TRY IT |
Where a line holds the word "absolute", copy it from the records.

Records excerpted from a collection |
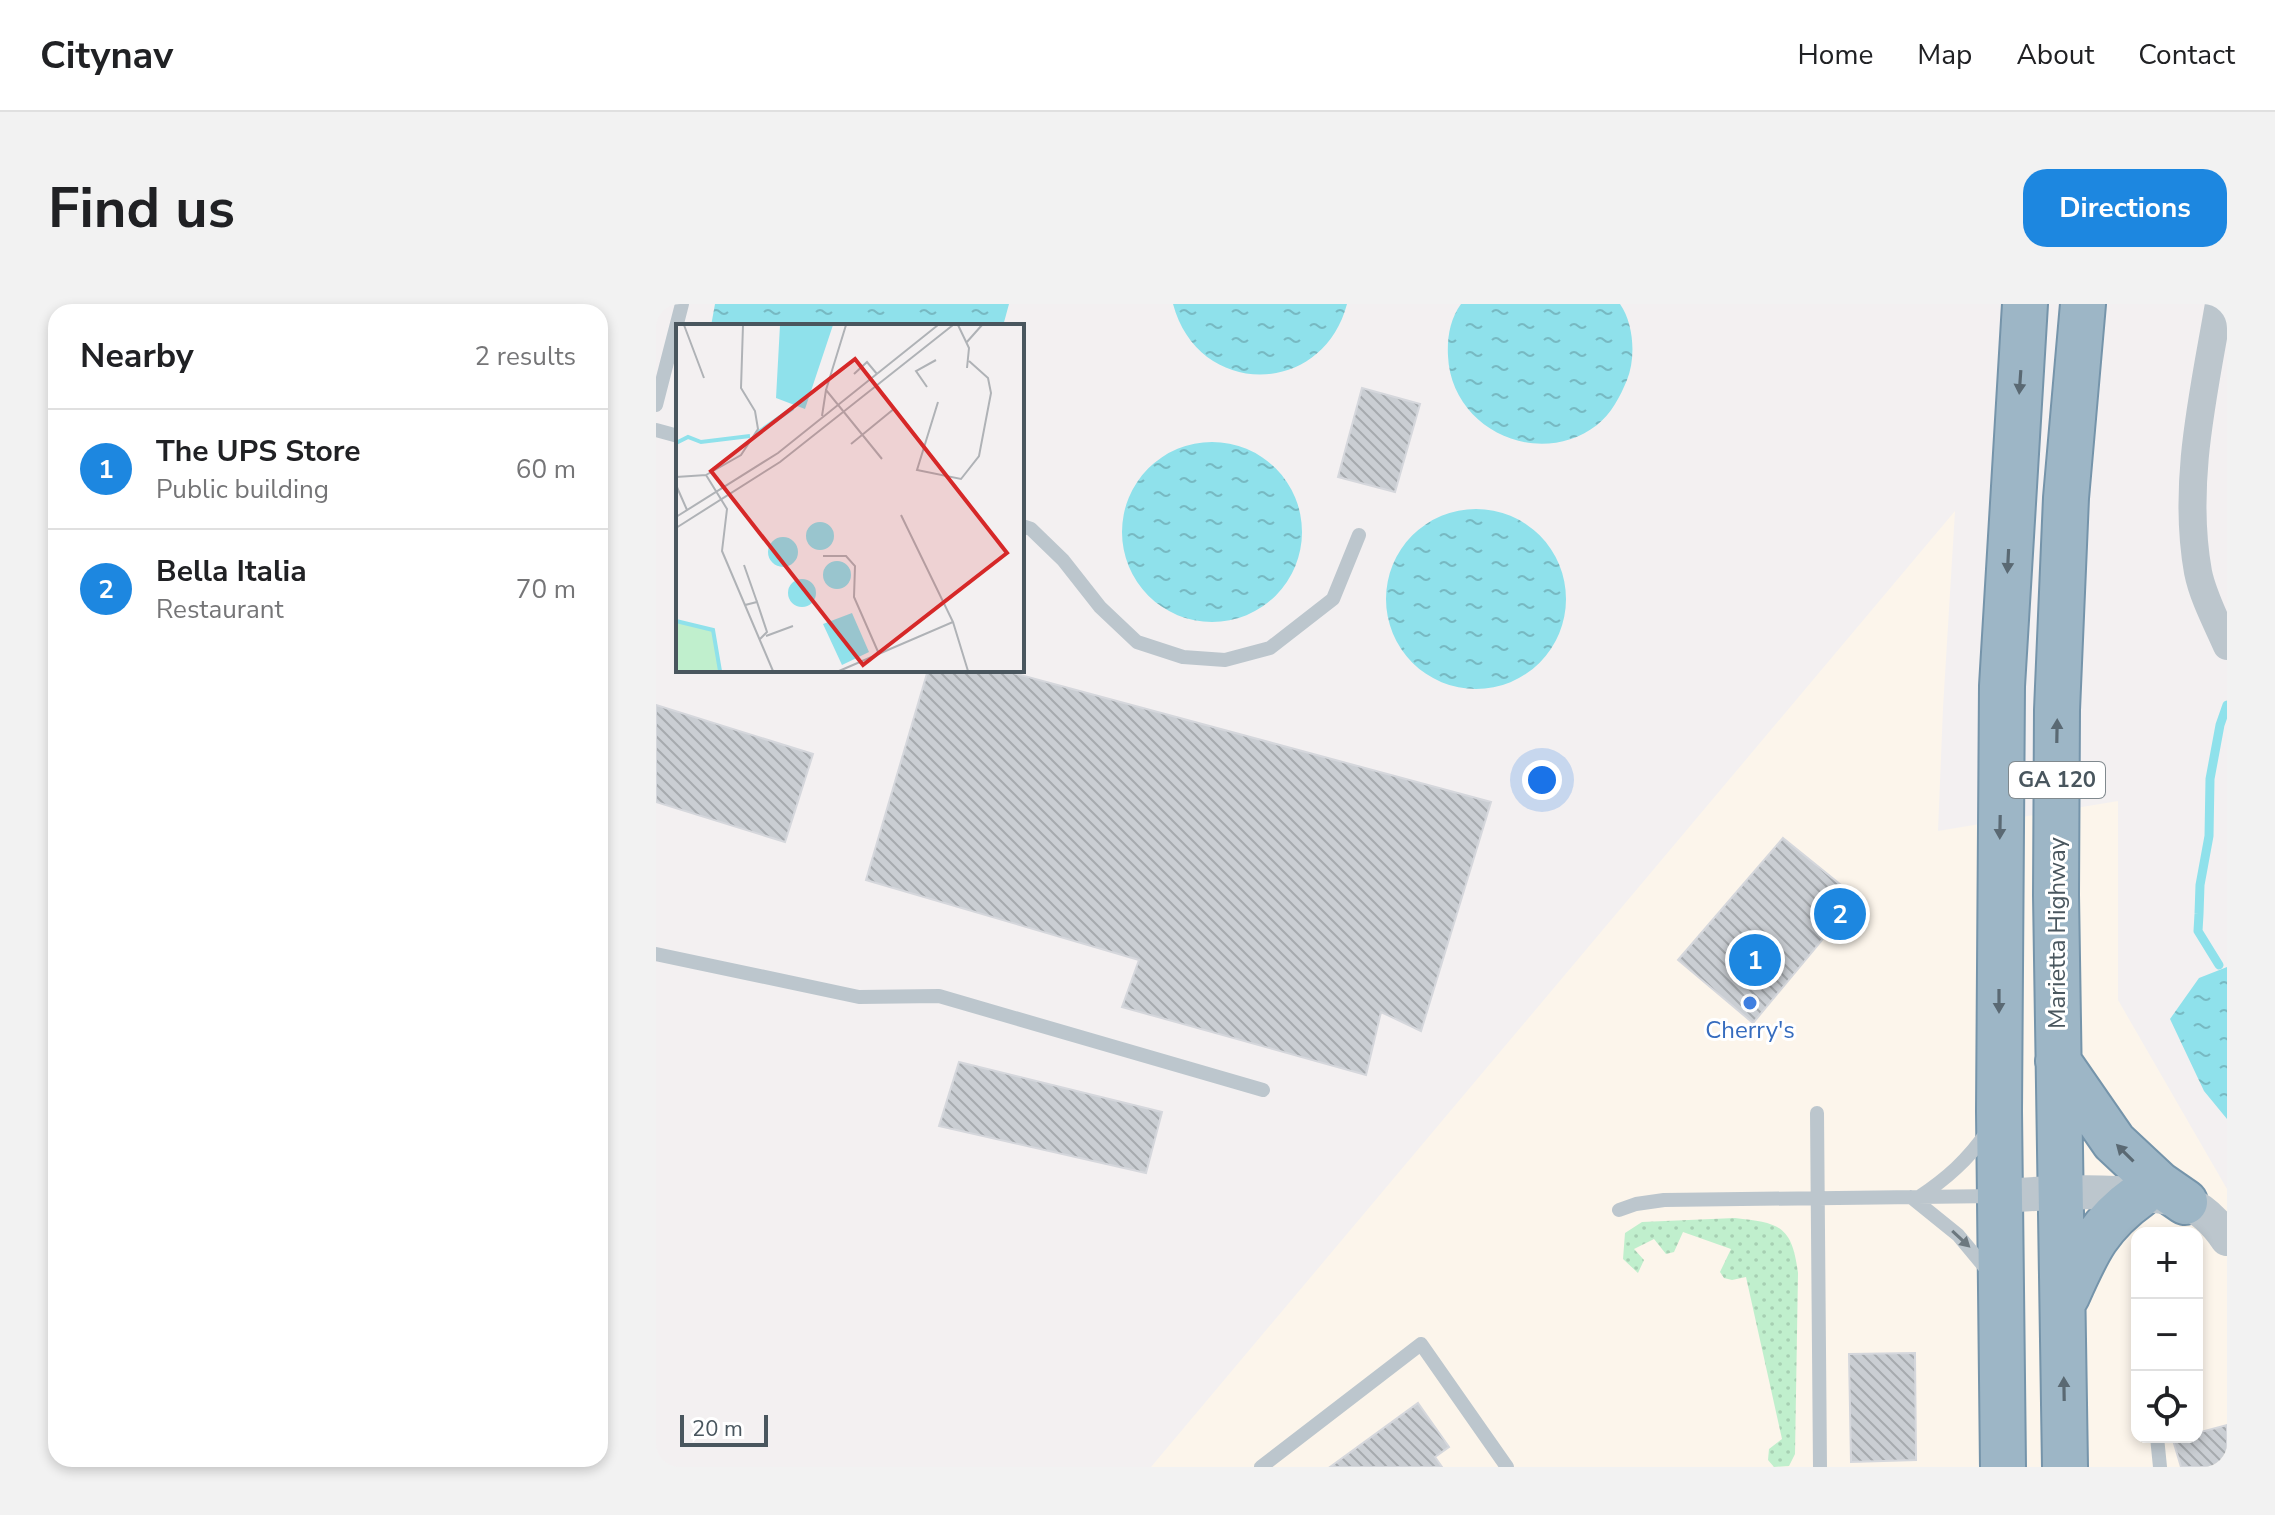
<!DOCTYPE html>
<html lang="en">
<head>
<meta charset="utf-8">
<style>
  body { margin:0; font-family:"Nunito Sans",sans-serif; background:#f2f2f2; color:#202124 }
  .controls { position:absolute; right:24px; bottom:24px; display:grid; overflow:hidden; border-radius:16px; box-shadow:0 4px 12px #0003 }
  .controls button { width:72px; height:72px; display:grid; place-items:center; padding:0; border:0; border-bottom:2px solid #e0e0e0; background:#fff; color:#202124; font:40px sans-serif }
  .scale { position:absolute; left:24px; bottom:20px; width:88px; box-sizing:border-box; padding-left:8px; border:4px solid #49565e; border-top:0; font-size:22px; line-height:28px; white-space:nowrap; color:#49565e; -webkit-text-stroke:6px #fff; paint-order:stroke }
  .you { position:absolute; left:886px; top:476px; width:28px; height:28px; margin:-20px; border:6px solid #fff; border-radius:50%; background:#1a73e8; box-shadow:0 0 0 12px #1a73e833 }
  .badge { display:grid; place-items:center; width:52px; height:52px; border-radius:50%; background:#1d87e0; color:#fff; font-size:26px; font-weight:700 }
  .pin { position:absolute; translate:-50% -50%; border:4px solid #fff; box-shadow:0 2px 8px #0006 }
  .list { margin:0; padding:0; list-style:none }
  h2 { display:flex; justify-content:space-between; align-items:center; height:104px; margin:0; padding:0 32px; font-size:34px }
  h2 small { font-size:26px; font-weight:400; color:#757577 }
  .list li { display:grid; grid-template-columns:52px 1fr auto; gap:24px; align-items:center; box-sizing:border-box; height:120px; padding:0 32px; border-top:2px solid #e0e0e0 }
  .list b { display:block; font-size:30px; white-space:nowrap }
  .list p { margin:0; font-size:26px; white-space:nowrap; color:#757577 }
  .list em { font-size:26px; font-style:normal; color:#757577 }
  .icon { flex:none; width:44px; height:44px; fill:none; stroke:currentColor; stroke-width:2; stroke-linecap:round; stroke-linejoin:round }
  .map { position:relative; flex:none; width:1571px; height:1163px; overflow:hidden; border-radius:24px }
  header { display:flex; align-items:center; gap:48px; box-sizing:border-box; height:112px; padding:0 40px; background:#fff; border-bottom:2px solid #e0e0e0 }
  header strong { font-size:38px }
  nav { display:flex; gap:44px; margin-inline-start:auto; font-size:28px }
  .intro { display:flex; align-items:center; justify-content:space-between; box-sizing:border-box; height:192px; padding:0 48px }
  h1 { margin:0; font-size:56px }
  .button { padding:20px 36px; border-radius:24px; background:#1d87e0; color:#fff; font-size:28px; font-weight:700 }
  main { display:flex; gap:48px; padding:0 48px }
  aside { flex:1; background:#fff; border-radius:24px; box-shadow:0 4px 12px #0003 }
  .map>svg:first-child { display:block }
  .commercial { fill:#fcf5eb; fill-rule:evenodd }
  .grass { fill:url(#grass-dots) }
  .water { fill:url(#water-ripples) }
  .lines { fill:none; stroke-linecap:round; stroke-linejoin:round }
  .stream { stroke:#8fe1eb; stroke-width:9 }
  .building { fill:url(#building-back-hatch); stroke:#d5d7dc; stroke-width:2 }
  .trunk-casing { stroke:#7594aa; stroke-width:48 }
  .service { stroke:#bcc6cd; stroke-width:14 }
  .minor { stroke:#bcc6cd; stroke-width:28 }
  .tertiary { stroke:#bcc6cd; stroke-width:34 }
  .trunk { stroke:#9db6c6; stroke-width:44 }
  .oneway { fill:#5a6973 }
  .oneway2 { fill:#6c787f }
  .shop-dot { fill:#3f7fe0; stroke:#fff; stroke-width:3 }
  .labels { text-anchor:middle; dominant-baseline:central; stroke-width:6; stroke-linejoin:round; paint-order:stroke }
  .shield { fill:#fff; stroke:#80898e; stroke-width:2 }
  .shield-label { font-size:22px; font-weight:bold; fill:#49565e }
  .street-label { font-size:24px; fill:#49565e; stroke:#fff }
  .shop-label { font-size:24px; fill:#366cbe; stroke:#fff }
  .inset-river { fill:none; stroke:#8fe1eb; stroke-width:4 }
  .inset-road { fill:none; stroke:#afb2b6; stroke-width:2 }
  .view { fill:#d62828; fill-opacity:0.15; stroke:#d62828; stroke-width:4 }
  .inset-edge { fill:none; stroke:#49565e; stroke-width:4 }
</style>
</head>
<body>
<header>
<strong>Citynav</strong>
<nav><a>Home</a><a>Map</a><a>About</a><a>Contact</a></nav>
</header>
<div class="intro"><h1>Find us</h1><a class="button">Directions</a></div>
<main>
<aside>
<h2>Nearby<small>2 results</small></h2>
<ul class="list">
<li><span class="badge">1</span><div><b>The UPS Store</b><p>Public building</p></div><em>60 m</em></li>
<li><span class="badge">2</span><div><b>Bella Italia</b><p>Restaurant</p></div><em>70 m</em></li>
</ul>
</aside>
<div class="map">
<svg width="1571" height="1163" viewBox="0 0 1571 1163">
  <defs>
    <pattern id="grass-dots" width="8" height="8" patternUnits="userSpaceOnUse" patternTransform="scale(2)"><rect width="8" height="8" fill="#c0efcd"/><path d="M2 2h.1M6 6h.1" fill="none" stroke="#a6cfb2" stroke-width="1.8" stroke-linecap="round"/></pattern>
    <pattern id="water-ripples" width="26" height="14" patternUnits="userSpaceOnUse" patternTransform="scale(2)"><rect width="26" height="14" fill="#8fe1eb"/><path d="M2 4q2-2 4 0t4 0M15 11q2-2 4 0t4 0" fill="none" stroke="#77b9c2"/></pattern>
    <pattern id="building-back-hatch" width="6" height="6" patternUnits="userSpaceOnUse" patternTransform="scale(2)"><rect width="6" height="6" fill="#caced3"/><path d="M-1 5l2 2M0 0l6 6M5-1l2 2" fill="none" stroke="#a6aaae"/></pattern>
  </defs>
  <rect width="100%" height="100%" fill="#f3f0f1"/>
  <path class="commercial" d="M1299 207 1287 404 1282 527 1462 497V696L1571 885V1163H495ZM1481 929H1541V1133H1481Z"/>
  <path class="grass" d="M1079 914C1123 919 1136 921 1142 969L1139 1150 1133 1162 1118 1163 1112 1156 1113 1145 1126 1135 1090 973 1076 976 1068 974 1064 968 1075 945 1027 928 1018 948 1010 950 998 935 978 945 988 956 982 969 967 955 969 929 986 918Z"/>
  <path class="water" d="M59 0H353L347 22H55Z
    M517 0H691C666 94 542 94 517 0Z
    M805 0H964C978 20 980 54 971 76 964 93 955 110 941 121 882 166 795 125 792 52 791 34 794 15 805 0Z
    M466 228a90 90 0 1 1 180 0a90 90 0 1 1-180 0Z
    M730 295a90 90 0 1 1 180 0a90 90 0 1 1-180 0Z
    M1571 663V815L1548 787 1514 715 1543 674Z"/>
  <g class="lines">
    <path class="stream" d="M1563 661 1542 627 1543 610 1544 581 1553 532 1554 475 1564 421 1571 401"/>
  </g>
  <path class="building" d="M706 84 764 100 739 188 682 173Z
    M272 366H346L835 498 765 727 725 708 710 771 466 703 483 656 210 576Z
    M0 401 157 450 129 538 0 498Z
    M1127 534 1201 594 1097 719 1022 656Z
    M303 758 506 808 490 869 283 822Z
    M1259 1049 1260 1156 1195 1158 1193 1050Z
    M762 1099 793 1143 779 1153 786 1163H674Z
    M1571 1121V1163H1525L1517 1136 1541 1133V1129Z"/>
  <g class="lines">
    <defs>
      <path id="trunk" d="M1402 757 1458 838 1503 880 1529 898
        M1411 992C1431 947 1442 921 1484 891
        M1347 1163 1343 807 1346 382 1369 0
        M1409 1163 1400 591 1401 406 1410 194 1427 0"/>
    </defs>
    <use href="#trunk" class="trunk-casing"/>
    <path class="service" d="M0 101 26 0
      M0 126 22 132
      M366 222 375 225 407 256 444 303 481 338 527 353 569 356 614 344 677 295 703 231
      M0 650 203 693 283 692 607 786
      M1161 809 1164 1163
      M1255 893 1302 931 1332 967
      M1263 893C1290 875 1312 856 1331 828
      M963 906 980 900 1008 896 1341 892
      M1501 1133 1504 1163
      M605 1163 765 1040 851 1163"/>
    <path class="minor" d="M1563 0C1548 88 1526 179 1542 268 1547 293 1561 319 1571 342"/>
    <path class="tertiary" d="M1344 892C1391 889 1439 886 1486 891 1500 892 1516 893 1529 898 1546 905 1561 920 1571 935"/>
    <use href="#trunk" class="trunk"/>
  </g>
  <defs><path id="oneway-solid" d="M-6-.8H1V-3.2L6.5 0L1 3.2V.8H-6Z" transform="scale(2)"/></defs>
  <g class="oneway">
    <use href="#oneway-solid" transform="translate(1364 78) rotate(94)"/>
    <use href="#oneway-solid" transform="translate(1352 257) rotate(93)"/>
    <use href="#oneway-solid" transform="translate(1401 427) rotate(-89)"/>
    <use href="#oneway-solid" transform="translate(1344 523) rotate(91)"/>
    <use href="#oneway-solid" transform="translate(1343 697) rotate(90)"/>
    <use href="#oneway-solid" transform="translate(1469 849) rotate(-135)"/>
    <use href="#oneway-solid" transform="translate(1408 1085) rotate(-91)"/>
  </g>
  <use class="oneway2" href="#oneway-solid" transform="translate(1305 935) rotate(43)"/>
  <circle class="shop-dot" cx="1094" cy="699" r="8"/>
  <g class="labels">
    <rect class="shield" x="1353" y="458" width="96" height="36" rx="6"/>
    <g class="shield-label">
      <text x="1401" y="476">GA 120</text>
    </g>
    <g class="street-label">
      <text transform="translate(1401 629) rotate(-90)">Marietta Highway</text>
    </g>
    <g class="shop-label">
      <text x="1094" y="726">Cherry's</text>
    </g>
  </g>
  <g transform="translate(20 20)">
    <rect width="348" height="348" fill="#f3f0f1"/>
    <path d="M0 297 37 306 44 347H0Z" fill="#c0efcd"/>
    <path d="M104 1H157L129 85 100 74ZM130 212a14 14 0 1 1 28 0a14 14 0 1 1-28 0ZM92 228a15 15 0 1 1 30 0a15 15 0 1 1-30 0ZM147 251a14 14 0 1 1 28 0a14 14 0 1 1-28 0ZM112 269a14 14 0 1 1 28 0a14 14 0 1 1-28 0ZM176 289 193 328 166 341 147 300Z" fill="#8fe1eb"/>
    <path class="inset-river" d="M80 110 117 84M0 119 12 113 25 118 74 112M0 297 37 306 44 347"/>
    <path class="inset-road" d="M8 1 28 54M170 1 150 66 206 135M282 1 293 24 291 44M290 19 306 1M178 50 191 38 201 50M251 63 240 47 260 36M262 78 241 146 285 155 303 132 315 69 312 54 293 37M146 92 150 66M175 120 219 84M30 151 65 131 82 105 79 87 65 64 67 1M0 153 30 151 51 185 46 227 97 347M0 161 11 186M0 193 102 129 262 1M0 204 104 138 277 1M147 232H170L179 242 178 273 203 330M68 241 81 278M69 281 81 278 91 308 84 315M277 298 292 347M90 312 117 302M163 347 277 298 225 191"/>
    <path class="view" d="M179 35 331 229 187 341 35 147Z"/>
    <rect width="348" height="348" class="inset-edge"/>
  </g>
</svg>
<div class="controls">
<button>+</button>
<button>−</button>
<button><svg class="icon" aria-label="locate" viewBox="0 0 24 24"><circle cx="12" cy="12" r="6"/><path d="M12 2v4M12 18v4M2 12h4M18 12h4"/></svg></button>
</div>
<div class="scale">20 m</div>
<div class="you"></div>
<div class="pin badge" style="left:1099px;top:656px">1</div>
<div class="pin badge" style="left:1184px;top:610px">2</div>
</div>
</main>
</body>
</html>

YOUR SOLUTION |
  .controls { position:absolute; right:24px; bottom:24px; display:grid; overflow:hidden; border-radius:16px; box-shadow:0 4px 12px #0003 }
  .scale { position:absolute; left:24px; bottom:20px; width:88px; box-sizing:border-box; padding-left:8px; border:4px solid #49565e; border-top:0; font-size:22px; line-height:28px; white-space:nowrap; color:#49565e; -webkit-text-stroke:6px #fff; paint-order:stroke }
  .you { position:absolute; left:886px; top:476px; width:28px; height:28px; margin:-20px; border:6px solid #fff; border-radius:50%; background:#1a73e8; box-shadow:0 0 0 12px #1a73e833 }
  .pin { position:absolute; translate:-50% -50%; border:4px solid #fff; box-shadow:0 2px 8px #0006 }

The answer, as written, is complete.